[INSTRUCTIONS FOR THE TASK] In the entries below, find every line holding the string "place" and collect it.

[DATA EXCERPTS]
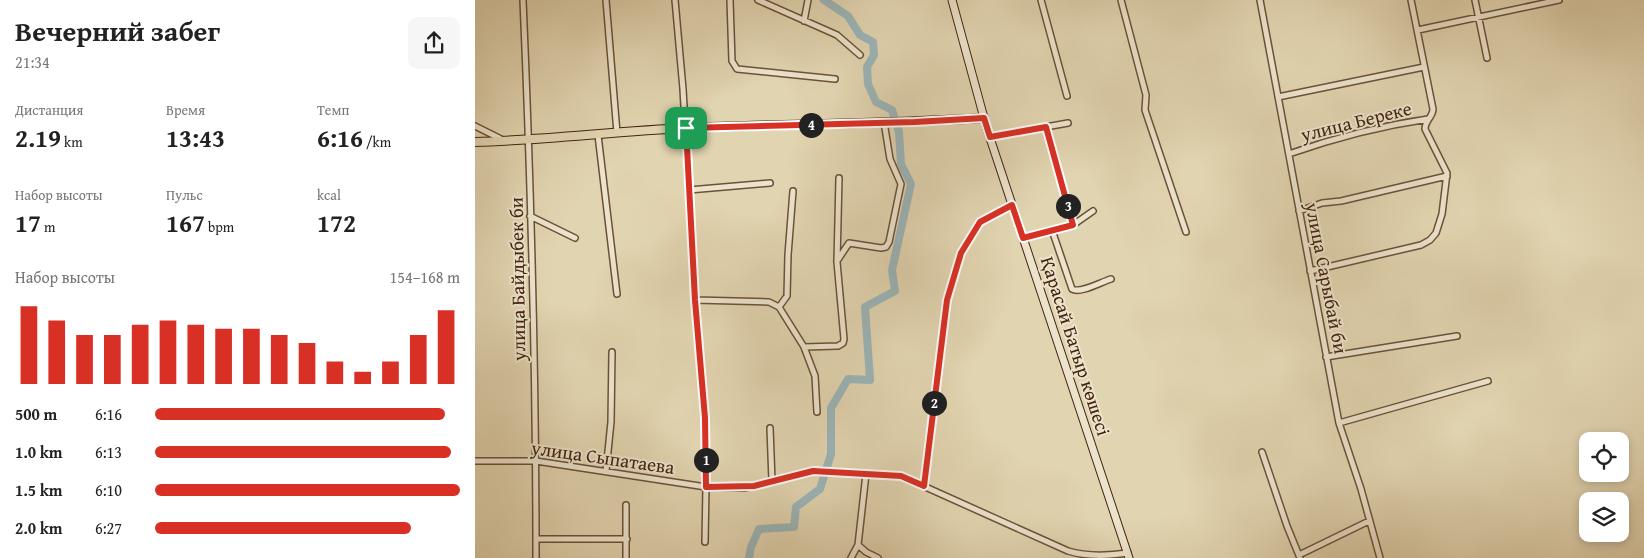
<!DOCTYPE html>
<html lang="ru">
<head>
<meta charset="utf-8">
<style>
  :root { --surface:#fff; --page:#f6f6f6; --text:#222; --muted:#767676; --accent:#d93025 }
  body { margin:0; font-family:"Gentium Book Plus",serif; background:var(--page); color:var(--text); height:100vh; display:flex; flex-direction:column; font-size:19px; white-space:nowrap }
  * { box-sizing:border-box; margin:0 }
  p { font-size:16px; color:var(--muted) }
  .icon { flex:none; width:28px; height:28px; fill:none; stroke:currentColor; stroke-width:2; stroke-linecap:round; stroke-linejoin:round }
  .map { position:relative; flex:1; overflow:hidden }
  .sheet { display:flex; flex-direction:column; background:var(--surface); width:475px }
  .sheet>* { flex:none }
  .buttons { position:absolute; left:1104px; top:432px; display:grid; gap:10px }
  .buttons a { display:grid; place-items:center; width:50px; height:50px; border-radius:10px; background:var(--surface); box-shadow:0 2px 8px #0003; font-size:25px }
  .pin { position:absolute; display:grid; place-items:center; width:42px; height:42px; color:#fff; margin:-21px; border-radius:10px; box-shadow:0 2px 8px #0006 }
  .km { position:absolute; width:25px; height:25px; margin:-12px; border-radius:50%; background:#222; color:#fff; font-size:14px; line-height:25px; text-align:center }
  .round { display:grid; place-items:center; flex:none; width:52px; height:52px; border-radius:10px; background:var(--page) }
  .overview { display:flex; align-items:center; justify-content:space-between; height:85px; padding:0 15px }
  h1 { font-size:28px; font-weight:700; line-height:38px }
  .stats { display:grid; grid-template-columns:repeat(3,1fr); gap:8px; height:85px; padding:5px 15px }
  .stats div { display:grid; align-content:center }
  .stats b { font-size:25px; font-weight:700 }
  .stats small { font-size:14px; font-weight:400 }
  .stats p { font-size:14px }
  .chart { height:140px; padding:10px 15px }
  .chart p { display:flex; justify-content:space-between }
  .chart svg { width:100%; height:90px; margin-top:5px; stroke:var(--accent); stroke-width:6 }
  ul { padding:0 15px; list-style:none; font-size:16px }
  li { display:grid; grid-template-columns:80px 60px 1fr; align-items:center; height:38px }
  li i { height:12px; border-radius:6px; background:var(--accent) }
  main { display:flex; flex:1; min-height:0 }
  .map>svg:first-child { display:block }
</style>
</head>
<body>
<main>
<section class="sheet">
<div class="overview"><div><h1>Вечерний забег</h1><p>21:34</p></div><a class="round"><svg class="icon" aria-label="share" viewBox="0 0 24 24"><path d="M12 15V3M7 8l5-5 5 5M5 13v7h14v-7"/></svg></a></div>
<div class="stats">
<div><p>Дистанция</p><b>2.19<small> km</small></b></div>
<div><p>Время</p><b>13:43</b></div>
<div><p>Темп</p><b>6:16<small> /km</small></b></div>
</div>
<div class="stats">
<div><p>Набор высоты</p><b>17<small> m</small></b></div>
<div><p>Пульс</p><b>167<small> bpm</small></b></div>
<div><p>kcal</p><b>172</b></div>
</div>
<div class="chart"><p><span>Набор высоты</span>154–168 m</p>
<svg viewBox="0 0 160 44" preserveAspectRatio="none"><path d="M5 44V6M15 44V13M25 44V20M35 44V20M45 44V15M55 44V13M65 44V15M75 44V17M85 44V17M95 44V20M105 44V24M115 44V33M125 44V38M135 44V33M145 44V20M155 44V8"/></svg>
</div>
<ul>
<li><b>500 m</b>6:16<i style="width:95%"></i></li>
<li><b>1.0 km</b>6:13<i style="width:97%"></i></li>
<li><b>1.5 km</b>6:10<i style="width:100%"></i></li>
<li><b>2.0 km</b>6:27<i style="width:84%"></i></li>
</ul>
</section>
<div class="map">
<svg width="1169" height="558" viewBox="0 0 1169 558">
  <rect width="100%" height="100%" fill="#e1d4b0"/>
  <filter id="stains"><feTurbulence type="fractalNoise" baseFrequency=".004" numOctaves="4"/><feColorMatrix values="0 0 0 0 .2 0 0 0 0 .09 0 0 0 0 .02 0 0 0 .5 -.17"/></filter>
  <radialGradient id="worn" r=".72"><stop offset=".6" stop-color="#630" stop-opacity="0"/><stop offset="1" stop-color="#630" stop-opacity=".3"/></radialGradient>
  <g fill="none" stroke-linecap="round" stroke-linejoin="round">
    <path stroke="#9bb5b8" stroke-width="8" d="M274,558l2,-11 8,-18 35,-2 2,-20 24,-18 11,-35v-46l17,-29 22,1 -5,-73 30,-16 -3,-21 19,-86 -10,-20 -2,-32 -7,-22 -16,-8 -8,-18 -1,-17 7,-12 -1,-13 -13,-7 -12,-19 -24,-16"/>
    <defs>
      <path id="street" d="M48,0c8,186 13,372 13,558
        M131,0l11,133
        M200,0l8,89 12,211 10,117 1,70 -1,55
        M255,0l2,61 5,8 98,10
        M283,0l79,35 23,20
        M566,0l26,96
        M646,0l25,95 -1,15 41,122
        M785,0l79,423 22,66 19,69
        M1000,0l12,58
        M329,21l4,-21
        M943,30l141,-30
        M803,97l146,-30
        M0,126l28,14
        M571,127l27,98
        M123,135l19,159
        M515,137l78,-14
        M814,154c45,-16 91,-28 139,-35
        M214,190l81,-7
        M824,211l23,-8 19,-2 106,-25
        M55,216l45,22
        M577,230l20,59c8,5 29,-7 39,-10
        M547,238l51,-13 20,-14
        M362,261l12,-18 32,5 5,-1 3,-5 12,-58 -11,-25 -6,-37
        M835,271l111,-26 9,-5 6,-7 6,-19 5,-41 -22,-44c0,-9 8,-12 8,-20l-22,-109
        M220,300l74,2 10,5 25,40 34,-1 5,-3 1,-4 -7,-77 2,-84
        M304,307l8,-11 1,-41 5,-64
        M329,347l11,29 2,36
        M851,357l131,-21
        M864,423l149,-42
        M295,428l2,53
        M787,452l25,74 13,32
        M0,461h61l170,26 38,1 10,-2 59,-15 88,5 167,75c20,6 39,5 60,2
        M131,471l5,-49 1,-70
        M449,486l23,-186 14,-47 19,-32 32,-16
        M61,539h91
        M383,545l8,7 12,6
        M824,555l70,-34
        M151,558v-53
        M376,558l7,-13 8,-71"/>
      <path id="secondary" d="M477,0l35,129 142,429"/>
      <path id="primary" d="M0,142c71,-2 142,-11 213,-14 98,-4 197,-4 296,-10"/>
    </defs>
    <use href="#street" stroke="#6c5139" stroke-width="8"/>
    <use href="#secondary" stroke="#452511" stroke-width="9"/>
    <use href="#primary" stroke="#452511" stroke-width="10"/>
    <use href="#street" stroke="#ece3cc" stroke-width="5"/>
    <use href="#secondary" stroke="#ece3cc" stroke-width="7"/>
    <use href="#primary" stroke="#e1d4b0" stroke-width="8"/>
  </g>
  <g fill="none" stroke-linecap="round" stroke-linejoin="round">
    <defs>
      <path id="route" d="M509,118l6,19 56,-10 27,98 -50,13 -11,-33 -32,17 -19,31 -14,47 -23,186 -23,-10 -88,-5 -59,15 -48,1 -1,-69 -10,-118 -9,-172 229,-6z"/>
    </defs>
    <use href="#route" stroke="#fff" stroke-width="10"/>
    <use href="#route" stroke="#d93025" stroke-width="6"/>
  </g>
  <g text-anchor="middle" stroke-width="4" stroke-linejoin="round" paint-order="stroke">
    <g font-size="19" fill="#452511" stroke="#ece3cc">
      <text transform="translate(881 121) rotate(-14)" y="7">улица Береке</text>
      <text transform="translate(852 278) rotate(79)" y="7">улица Сарыбай би</text>
      <text transform="translate(42 279) rotate(-91)" y="7">улица Байдыбек би</text>
      <text transform="translate(601 346) rotate(72)" y="7">Қарасай Батыр көшесі</text>
      <text transform="translate(128 457) rotate(8)" y="7">улица Сыпатаева</text>
    </g>
  </g>
  <rect width="100%" height="100%" filter="url(#stains)"/>
  <rect width="100%" height="100%" fill="url(#worn)"/>
</svg>
<div class="buttons">
<a><svg class="icon" aria-label="locate" viewBox="0 0 24 24"><circle cx="12" cy="12" r="6"/><path d="M12 2v4M12 18v4M2 12h4M18 12h4"/></svg></a>
<a><svg class="icon" aria-label="layers" viewBox="0 0 24 24"><path d="M12 4l9 5-9 5-9-5zM3 14l9 5 9-5"/></svg></a>
</div>
<div class="pin" style="left:211px;top:128px;background:#1e9e55"><svg class="icon" aria-label="arrive" viewBox="0 0 24 24"><path d="M6 21V4h12l-3 4 3 4H6"/></svg></div>
<b class="km" style="left:231px;top:460px">1</b>
<b class="km" style="left:459px;top:403px">2</b>
<b class="km" style="left:593px;top:206px">3</b>
<b class="km" style="left:336px;top:125px">4</b>
</div>
</main>
</body>
</html>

[RESPONSE TO THE TASK]
  .buttons a { display:grid; place-items:center; width:50px; height:50px; border-radius:10px; background:var(--surface); box-shadow:0 2px 8px #0003; font-size:25px }
  .pin { position:absolute; display:grid; place-items:center; width:42px; height:42px; color:#fff; margin:-21px; border-radius:10px; box-shadow:0 2px 8px #0006 }
  .round { display:grid; place-items:center; flex:none; width:52px; height:52px; border-radius:10px; background:var(--page) }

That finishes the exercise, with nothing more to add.